[Opening MATERIAL PROVIDED section]
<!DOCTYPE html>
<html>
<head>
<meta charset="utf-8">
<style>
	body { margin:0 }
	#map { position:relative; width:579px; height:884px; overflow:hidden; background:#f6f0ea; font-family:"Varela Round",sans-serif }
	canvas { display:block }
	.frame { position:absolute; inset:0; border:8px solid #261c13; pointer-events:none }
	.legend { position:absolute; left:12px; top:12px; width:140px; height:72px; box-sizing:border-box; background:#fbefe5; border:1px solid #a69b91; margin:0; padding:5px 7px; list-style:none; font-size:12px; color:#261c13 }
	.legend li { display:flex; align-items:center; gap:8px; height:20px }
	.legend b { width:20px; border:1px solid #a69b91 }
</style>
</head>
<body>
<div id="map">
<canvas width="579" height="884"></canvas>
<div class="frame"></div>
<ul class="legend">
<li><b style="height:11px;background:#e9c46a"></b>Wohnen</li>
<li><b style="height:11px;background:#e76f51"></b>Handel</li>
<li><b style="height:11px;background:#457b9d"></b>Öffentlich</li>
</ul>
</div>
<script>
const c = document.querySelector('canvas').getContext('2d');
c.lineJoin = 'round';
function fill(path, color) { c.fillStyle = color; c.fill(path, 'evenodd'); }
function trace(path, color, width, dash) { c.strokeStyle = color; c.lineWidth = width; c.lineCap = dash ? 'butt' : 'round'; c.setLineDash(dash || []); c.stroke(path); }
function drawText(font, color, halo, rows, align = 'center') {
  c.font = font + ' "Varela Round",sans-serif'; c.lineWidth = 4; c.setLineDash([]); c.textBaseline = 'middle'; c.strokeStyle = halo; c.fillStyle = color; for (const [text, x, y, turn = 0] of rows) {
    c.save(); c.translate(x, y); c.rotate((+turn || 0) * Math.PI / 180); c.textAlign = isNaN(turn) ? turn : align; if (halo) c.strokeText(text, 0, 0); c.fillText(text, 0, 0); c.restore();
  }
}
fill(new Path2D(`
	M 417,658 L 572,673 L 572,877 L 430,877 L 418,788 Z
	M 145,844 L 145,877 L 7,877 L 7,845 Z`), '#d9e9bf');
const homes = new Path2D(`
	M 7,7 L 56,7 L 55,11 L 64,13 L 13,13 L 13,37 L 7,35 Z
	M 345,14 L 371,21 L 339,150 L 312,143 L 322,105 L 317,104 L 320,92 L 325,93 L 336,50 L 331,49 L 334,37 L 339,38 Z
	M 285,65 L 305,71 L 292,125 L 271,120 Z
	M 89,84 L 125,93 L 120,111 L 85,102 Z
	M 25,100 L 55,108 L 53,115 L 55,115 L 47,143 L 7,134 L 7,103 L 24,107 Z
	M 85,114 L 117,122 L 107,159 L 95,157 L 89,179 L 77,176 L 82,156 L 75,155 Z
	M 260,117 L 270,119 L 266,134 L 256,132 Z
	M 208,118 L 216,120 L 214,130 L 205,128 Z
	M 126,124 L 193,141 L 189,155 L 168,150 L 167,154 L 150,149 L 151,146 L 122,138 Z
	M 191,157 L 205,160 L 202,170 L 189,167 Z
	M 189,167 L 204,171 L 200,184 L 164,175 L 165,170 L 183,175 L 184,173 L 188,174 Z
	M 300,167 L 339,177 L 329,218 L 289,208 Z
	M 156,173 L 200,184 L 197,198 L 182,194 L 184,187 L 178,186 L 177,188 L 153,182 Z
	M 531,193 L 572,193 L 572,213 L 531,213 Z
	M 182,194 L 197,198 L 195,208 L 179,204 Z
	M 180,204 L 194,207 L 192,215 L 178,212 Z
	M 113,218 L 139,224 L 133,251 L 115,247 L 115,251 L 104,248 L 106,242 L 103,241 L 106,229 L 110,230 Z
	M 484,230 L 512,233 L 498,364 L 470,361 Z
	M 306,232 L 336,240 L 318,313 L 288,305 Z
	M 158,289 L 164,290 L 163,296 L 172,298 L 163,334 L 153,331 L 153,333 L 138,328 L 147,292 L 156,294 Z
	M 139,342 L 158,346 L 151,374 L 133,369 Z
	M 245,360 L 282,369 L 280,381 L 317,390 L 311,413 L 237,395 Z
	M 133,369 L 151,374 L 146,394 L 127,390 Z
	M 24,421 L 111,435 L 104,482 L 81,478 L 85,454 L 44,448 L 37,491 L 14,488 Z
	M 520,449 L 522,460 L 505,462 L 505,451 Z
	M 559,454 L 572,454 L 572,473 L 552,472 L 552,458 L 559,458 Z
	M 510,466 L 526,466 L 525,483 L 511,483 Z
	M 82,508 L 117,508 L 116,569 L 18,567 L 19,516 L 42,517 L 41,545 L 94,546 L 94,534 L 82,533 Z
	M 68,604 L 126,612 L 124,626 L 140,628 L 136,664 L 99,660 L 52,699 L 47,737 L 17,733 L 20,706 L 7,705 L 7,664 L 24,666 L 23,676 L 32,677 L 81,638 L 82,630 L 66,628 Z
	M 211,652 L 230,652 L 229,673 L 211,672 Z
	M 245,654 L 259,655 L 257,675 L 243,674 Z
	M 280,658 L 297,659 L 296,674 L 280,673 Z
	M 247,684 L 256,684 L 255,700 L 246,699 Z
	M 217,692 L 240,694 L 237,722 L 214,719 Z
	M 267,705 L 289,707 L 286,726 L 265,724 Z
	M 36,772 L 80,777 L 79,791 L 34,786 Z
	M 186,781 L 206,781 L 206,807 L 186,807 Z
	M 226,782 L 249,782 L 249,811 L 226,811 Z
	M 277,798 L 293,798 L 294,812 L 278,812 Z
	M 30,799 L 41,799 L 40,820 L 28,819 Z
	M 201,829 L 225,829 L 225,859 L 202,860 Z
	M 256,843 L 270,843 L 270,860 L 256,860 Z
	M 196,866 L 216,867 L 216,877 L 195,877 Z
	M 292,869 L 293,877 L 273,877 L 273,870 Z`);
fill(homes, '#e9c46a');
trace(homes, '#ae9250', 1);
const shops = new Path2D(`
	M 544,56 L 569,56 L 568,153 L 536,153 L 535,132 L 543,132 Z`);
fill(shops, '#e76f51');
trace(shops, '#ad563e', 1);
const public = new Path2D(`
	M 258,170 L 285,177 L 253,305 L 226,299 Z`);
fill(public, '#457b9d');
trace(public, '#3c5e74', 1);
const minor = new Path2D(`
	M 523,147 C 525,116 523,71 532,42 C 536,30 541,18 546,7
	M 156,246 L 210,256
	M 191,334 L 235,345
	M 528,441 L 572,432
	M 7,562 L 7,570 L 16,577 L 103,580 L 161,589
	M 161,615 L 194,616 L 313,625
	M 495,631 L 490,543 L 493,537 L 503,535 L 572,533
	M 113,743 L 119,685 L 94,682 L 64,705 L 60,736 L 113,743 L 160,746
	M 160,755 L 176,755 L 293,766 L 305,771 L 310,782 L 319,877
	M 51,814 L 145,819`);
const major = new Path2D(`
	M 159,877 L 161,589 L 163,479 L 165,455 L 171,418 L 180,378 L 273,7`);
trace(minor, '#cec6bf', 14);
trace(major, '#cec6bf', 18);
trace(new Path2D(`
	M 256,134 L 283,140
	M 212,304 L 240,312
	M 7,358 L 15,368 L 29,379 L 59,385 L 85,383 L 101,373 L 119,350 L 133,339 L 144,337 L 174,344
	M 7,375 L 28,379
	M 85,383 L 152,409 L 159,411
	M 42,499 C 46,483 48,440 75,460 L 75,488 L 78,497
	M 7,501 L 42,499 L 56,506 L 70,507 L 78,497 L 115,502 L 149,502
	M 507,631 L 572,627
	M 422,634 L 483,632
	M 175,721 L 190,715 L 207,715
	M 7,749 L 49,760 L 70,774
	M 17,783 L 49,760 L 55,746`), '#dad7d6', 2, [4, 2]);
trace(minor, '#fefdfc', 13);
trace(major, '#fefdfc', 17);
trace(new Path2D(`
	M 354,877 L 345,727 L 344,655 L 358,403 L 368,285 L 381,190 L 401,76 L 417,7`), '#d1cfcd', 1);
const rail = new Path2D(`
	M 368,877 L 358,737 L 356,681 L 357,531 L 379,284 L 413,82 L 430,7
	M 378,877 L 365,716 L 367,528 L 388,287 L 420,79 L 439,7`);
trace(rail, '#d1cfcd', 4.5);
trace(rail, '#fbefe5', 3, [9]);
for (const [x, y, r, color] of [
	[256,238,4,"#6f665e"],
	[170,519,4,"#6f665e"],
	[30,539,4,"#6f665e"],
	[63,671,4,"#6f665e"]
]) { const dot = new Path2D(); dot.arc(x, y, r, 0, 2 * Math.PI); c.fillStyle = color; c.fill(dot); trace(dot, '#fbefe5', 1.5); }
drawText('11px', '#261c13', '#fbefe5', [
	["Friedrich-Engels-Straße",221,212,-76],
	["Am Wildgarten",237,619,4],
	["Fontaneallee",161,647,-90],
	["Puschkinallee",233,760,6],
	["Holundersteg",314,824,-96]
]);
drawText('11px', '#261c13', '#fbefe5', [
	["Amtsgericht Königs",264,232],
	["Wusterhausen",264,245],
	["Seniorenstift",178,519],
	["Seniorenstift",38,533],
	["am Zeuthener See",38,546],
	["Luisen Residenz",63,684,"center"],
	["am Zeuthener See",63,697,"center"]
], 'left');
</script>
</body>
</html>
[Closing MATERIAL PROVIDED section]
# PROBLEM DETAILS:
Copy out every line from the records that has the word "halo".

# TASK RESPONSE:
function drawText(font, color, halo, rows, align = 'center') {
  c.font = font + ' "Varela Round",sans-serif'; c.lineWidth = 4; c.setLineDash([]); c.textBaseline = 'middle'; c.strokeStyle = halo; c.fillStyle = color; for (const [text, x, y, turn = 0] of rows) {
    c.save(); c.translate(x, y); c.rotate((+turn || 0) * Math.PI / 180); c.textAlign = isNaN(turn) ? turn : align; if (halo) c.strokeText(text, 0, 0); c.fillText(text, 0, 0); c.restore();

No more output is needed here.